Lehrer, 76, said he would leave as anchor on June 6 but would continue to appear on Fridays to moderate the show’s weekly news analysis segment featuring a panel of journalists. He will also continue to be involved with the program’s producer, MacNeil/Lehrer Productions, based in Arlington.

In addition to his familiar role on PBS, the widely respected Lehrer may be best known to American audiences as the moderator of presidential debates. He has handled that job 11 times, including one of the debates between Sens. Barack Obama and John McCain in 2008.

Lehrer’s career spans several eras of television, from a time when most people had black and white sets to the digital age. When he was honored last month with a career achievement award by the National Press Club, the club’s president, Mark Hamrick, announced his selection by saying, “Amid the cacophony of a sometimes shrill media landscape, he has remained the true voice of reason, balance and fairness.”

The “NewsHour” began in 1975 as “The Robert MacNeil Report,” with Lehrer as a Washington correspondent and one of its developers with MacNeil. In 1976 the program was renamed the “The MacNeil/Lehrer Report.” It became “The NewsHour with Jim Lehrer”in 1995 when MacNeil left.

Lehrer temporarily left the program in April 2008 to undergo heart-valve surgery, but he returned within three months. The broadcast was redubbed the “PBS NewsHour” in December 2009 to reflect a multi-anchor anchor format featuring Lehrer, Gwen Ifill, Judy Woodruff, Jeffrey Brown, Ray Suarez and Margaret Warner. They will continue to anchor on a rotating basis after Lehrer departs.

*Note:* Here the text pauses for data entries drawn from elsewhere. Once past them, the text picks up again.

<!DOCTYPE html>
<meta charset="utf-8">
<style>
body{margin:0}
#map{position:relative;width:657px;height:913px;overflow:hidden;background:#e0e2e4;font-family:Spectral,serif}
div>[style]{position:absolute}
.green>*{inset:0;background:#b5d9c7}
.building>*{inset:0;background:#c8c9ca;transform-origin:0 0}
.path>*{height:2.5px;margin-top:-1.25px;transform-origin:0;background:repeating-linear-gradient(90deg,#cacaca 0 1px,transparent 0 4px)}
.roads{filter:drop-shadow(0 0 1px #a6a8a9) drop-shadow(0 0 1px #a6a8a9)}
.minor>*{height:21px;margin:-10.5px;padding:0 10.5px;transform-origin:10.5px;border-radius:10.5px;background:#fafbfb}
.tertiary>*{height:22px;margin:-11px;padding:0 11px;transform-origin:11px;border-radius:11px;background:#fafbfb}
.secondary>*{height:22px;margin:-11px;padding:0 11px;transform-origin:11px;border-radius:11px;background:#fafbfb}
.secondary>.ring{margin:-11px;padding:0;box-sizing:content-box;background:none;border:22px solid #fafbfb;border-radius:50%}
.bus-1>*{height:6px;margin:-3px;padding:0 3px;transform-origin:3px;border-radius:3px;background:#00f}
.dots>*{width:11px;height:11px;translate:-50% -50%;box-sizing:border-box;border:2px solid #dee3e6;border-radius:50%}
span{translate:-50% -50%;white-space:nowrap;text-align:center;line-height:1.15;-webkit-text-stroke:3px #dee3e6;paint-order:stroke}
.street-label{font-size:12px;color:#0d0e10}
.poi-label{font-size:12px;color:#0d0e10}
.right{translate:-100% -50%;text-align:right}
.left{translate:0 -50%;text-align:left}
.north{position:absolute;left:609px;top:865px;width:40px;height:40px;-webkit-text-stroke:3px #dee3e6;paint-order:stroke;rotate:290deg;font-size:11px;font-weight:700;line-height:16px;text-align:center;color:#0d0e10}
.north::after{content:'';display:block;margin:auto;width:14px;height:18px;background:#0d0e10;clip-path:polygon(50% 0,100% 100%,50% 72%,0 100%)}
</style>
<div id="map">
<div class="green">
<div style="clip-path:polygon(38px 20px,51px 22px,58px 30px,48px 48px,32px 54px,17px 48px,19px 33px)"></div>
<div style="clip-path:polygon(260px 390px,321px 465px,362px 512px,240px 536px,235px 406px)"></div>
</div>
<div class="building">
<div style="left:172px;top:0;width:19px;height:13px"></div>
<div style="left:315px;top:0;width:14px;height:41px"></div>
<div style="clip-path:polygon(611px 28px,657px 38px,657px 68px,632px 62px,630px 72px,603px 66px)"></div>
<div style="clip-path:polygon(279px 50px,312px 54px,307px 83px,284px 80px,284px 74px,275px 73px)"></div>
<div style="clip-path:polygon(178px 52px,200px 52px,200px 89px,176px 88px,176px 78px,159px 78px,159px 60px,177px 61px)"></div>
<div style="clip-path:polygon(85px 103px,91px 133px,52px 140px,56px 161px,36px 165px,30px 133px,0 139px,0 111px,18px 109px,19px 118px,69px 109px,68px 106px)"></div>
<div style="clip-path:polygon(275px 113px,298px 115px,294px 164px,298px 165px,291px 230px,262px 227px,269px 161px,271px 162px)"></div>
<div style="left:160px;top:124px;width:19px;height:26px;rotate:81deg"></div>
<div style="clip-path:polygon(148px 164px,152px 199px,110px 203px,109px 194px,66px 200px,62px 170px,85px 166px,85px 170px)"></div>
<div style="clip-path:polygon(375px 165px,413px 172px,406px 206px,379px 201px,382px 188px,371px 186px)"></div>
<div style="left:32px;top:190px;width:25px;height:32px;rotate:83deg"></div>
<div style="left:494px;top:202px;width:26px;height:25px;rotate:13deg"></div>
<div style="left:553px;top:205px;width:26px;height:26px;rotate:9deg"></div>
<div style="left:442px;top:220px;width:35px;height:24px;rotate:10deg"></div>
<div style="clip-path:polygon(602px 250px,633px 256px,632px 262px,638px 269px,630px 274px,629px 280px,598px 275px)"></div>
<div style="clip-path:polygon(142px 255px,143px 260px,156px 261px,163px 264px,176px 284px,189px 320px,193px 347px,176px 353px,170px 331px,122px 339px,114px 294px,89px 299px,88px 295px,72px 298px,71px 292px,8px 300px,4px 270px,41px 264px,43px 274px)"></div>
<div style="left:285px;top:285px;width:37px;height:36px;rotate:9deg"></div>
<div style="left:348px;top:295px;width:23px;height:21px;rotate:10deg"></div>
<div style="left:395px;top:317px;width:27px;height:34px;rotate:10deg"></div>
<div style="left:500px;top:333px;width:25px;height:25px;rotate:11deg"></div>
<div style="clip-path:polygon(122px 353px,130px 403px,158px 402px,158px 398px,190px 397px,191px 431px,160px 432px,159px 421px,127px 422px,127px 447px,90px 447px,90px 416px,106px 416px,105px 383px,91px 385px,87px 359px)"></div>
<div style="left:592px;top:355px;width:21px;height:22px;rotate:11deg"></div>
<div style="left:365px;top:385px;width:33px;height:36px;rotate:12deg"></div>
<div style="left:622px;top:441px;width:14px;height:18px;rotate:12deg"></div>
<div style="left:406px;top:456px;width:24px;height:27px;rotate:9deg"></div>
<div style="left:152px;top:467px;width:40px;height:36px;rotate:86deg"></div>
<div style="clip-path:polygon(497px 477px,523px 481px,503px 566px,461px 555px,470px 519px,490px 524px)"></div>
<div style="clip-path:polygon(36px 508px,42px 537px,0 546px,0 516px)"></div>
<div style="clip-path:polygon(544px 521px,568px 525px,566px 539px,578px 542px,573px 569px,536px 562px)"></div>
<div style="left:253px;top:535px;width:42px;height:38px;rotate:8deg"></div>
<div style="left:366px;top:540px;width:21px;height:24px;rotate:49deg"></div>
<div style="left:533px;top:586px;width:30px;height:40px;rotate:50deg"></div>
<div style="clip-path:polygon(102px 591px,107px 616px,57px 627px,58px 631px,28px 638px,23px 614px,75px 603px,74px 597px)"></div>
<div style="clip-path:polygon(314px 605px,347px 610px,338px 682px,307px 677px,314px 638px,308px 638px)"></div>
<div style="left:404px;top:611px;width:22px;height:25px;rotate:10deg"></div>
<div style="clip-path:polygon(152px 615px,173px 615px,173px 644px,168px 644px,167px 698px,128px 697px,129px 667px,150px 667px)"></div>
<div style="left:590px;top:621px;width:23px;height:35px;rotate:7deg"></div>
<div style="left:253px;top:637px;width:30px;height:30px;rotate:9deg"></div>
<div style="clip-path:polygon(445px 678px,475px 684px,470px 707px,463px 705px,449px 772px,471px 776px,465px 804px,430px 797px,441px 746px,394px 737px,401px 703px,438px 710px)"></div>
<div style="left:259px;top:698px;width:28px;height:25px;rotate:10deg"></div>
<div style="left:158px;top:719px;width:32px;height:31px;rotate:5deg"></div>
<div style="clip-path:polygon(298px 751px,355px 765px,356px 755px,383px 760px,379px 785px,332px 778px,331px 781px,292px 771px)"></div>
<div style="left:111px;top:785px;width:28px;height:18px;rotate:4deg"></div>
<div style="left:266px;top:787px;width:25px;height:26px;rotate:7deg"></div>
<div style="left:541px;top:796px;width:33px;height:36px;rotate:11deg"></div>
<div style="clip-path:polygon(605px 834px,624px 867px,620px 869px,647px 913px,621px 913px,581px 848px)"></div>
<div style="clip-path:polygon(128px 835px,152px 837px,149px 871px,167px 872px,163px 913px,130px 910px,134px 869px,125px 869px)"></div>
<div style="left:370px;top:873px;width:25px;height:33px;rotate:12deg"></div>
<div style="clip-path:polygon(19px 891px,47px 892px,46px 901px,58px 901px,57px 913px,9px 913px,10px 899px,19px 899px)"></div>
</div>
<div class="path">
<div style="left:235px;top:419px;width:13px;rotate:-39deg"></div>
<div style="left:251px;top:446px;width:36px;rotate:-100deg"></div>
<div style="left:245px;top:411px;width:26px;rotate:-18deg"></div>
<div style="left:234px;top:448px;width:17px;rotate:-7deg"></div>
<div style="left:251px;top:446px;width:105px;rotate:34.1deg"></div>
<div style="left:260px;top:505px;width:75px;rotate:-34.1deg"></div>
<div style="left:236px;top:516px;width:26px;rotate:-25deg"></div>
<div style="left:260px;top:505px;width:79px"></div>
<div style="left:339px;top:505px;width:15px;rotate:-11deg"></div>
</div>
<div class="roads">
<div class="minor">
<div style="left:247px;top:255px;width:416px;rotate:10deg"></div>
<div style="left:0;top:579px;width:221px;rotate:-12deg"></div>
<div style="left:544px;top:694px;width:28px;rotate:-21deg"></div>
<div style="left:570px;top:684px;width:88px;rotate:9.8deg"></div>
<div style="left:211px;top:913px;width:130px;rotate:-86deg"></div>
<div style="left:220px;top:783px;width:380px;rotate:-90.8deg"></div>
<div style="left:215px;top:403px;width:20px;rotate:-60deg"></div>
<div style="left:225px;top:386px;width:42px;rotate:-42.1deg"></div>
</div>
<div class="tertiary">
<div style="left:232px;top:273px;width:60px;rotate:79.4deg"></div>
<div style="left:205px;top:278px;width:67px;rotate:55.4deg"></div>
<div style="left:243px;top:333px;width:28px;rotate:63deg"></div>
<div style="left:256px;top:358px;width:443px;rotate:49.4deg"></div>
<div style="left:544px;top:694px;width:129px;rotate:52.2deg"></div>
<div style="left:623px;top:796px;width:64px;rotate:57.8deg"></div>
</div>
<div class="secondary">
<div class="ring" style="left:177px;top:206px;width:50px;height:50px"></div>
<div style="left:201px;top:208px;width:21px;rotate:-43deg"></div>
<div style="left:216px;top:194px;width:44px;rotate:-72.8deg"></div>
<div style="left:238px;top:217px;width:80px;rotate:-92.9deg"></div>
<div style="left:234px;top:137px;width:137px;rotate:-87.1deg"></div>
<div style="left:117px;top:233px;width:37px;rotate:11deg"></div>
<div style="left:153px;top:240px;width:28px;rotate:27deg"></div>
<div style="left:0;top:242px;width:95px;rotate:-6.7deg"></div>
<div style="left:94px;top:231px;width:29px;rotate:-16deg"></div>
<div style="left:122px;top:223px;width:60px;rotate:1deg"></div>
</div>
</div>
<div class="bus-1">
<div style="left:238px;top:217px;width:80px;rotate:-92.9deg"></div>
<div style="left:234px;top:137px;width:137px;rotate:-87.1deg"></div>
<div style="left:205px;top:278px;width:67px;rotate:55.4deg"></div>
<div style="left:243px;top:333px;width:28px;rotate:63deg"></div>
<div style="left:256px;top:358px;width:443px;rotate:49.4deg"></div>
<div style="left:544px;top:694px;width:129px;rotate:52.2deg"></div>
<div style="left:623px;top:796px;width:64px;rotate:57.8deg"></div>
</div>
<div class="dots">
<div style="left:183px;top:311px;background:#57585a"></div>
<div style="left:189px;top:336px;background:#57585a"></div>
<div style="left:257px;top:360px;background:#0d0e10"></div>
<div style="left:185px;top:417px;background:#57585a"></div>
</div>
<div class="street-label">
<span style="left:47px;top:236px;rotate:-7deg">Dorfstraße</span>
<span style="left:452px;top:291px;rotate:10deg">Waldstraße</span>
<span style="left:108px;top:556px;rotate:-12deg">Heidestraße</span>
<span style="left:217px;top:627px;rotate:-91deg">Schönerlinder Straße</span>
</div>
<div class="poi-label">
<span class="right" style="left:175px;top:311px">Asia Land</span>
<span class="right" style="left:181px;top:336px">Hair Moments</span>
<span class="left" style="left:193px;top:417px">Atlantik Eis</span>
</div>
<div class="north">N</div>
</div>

A former newspaperman in Texas, where he covered John F. Kennedy’s assassination, Lehrer began his TV career in 1970 as an anchor of a news program on a Dallas public TV station, KERA.

Lehrer has written more than two dozen novels, and several plays and screenplays, including “Viva Max!,” which was produced in 1969 starring Peter Ustinov. He has also written two memoirs, including “A Bus of My Own,” in 1992, reflecting Lehrer’s lifelong enthusiasm for buses.

He also has written a book about his experiences moderating presidential debates called “Tension City,” which will be published in September.